Interactive Distribution Technologies for 4K Live Video

Yasuaki Tanaka and Daisuke Ochi


Video technology is becoming more sophisticated, and the amount of available content is increasing substantially. Accordingly, individual preferences for video content are becoming more diverse. We have perceived a need for a means of personalized viewing that enables viewers to select their preferred subjects and scenes within the content rather than just passively selecting video content created by third parties, as in the conventional style. This article introduces a system that partitions 4K video into tiles, compresses it, and enables only parts selected by the viewer within the video to be distributed live at the desired size and with high quality.

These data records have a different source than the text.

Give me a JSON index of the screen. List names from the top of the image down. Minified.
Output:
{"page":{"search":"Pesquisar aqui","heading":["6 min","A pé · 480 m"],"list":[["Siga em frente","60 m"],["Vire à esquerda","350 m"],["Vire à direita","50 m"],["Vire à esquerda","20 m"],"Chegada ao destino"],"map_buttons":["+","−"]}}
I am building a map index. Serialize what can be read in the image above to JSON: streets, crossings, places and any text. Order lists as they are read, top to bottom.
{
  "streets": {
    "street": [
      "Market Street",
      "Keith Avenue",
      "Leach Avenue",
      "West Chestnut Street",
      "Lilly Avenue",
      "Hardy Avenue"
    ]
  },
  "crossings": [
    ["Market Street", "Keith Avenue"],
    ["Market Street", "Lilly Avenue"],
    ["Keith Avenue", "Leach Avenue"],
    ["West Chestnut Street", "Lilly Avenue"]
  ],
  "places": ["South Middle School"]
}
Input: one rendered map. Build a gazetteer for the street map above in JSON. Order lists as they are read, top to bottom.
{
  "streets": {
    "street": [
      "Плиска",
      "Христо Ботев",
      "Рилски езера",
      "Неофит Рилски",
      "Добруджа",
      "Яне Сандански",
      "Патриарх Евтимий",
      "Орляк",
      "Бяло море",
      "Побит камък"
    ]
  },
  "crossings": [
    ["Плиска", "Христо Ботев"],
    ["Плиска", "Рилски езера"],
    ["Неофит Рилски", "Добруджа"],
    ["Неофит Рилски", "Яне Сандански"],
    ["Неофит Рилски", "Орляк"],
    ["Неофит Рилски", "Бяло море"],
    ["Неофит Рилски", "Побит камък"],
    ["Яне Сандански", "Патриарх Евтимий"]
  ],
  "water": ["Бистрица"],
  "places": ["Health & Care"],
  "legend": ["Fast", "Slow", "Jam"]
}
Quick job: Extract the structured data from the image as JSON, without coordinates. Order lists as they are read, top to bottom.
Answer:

Keywords: interactive viewing, MVC, video distribution


1. Introduction

The selection of video content available to individual viewers has been increasing recently because of enhancements in video distribution services and the popularity of video sharing sites. Additionally, with set-top boxes and terminals such as smartphones and tablets, viewers are getting used to watching whatever program or video they like at any time. Moreover, the video content produced most recently includes camera work and scene switching that are intended to make the content accessible to the maximum number of viewers. Thus, there are cases in which not all subjects or scenes in a video are shown, even though some viewers might be interested in them. Consequently, it is not necessarily possible to satisfy all viewers.

NTT Media Intelligence Laboratories has been working to resolve this sort of issue and has been conducting research and development (R&D) on interactive viewing technology that enables individual viewers to dynamically select their preferred subject or scene within the content. Thus, viewers can personalize their view of the content to their preferences. This technology enables viewers to change the viewing size or area within the image using pinch or flick operations on a smartphone or tablet (Fig. 1). High-definition (HD) video sources such as 4K and 8K, which are higher definition than conventional HD, are expected to spread quickly in the future. However, on devices with a small viewing area, especially mobile terminals, it will not be possible to provide adequate resolution for viewing, so a viewing style that allows viewers to select the area and field of view themselves will be useful. However, video with 4K class image quality or greater requires an extremely large amount of data, so it is important to find a distribution method that will not overburden the communications bandwidth or terminal resources.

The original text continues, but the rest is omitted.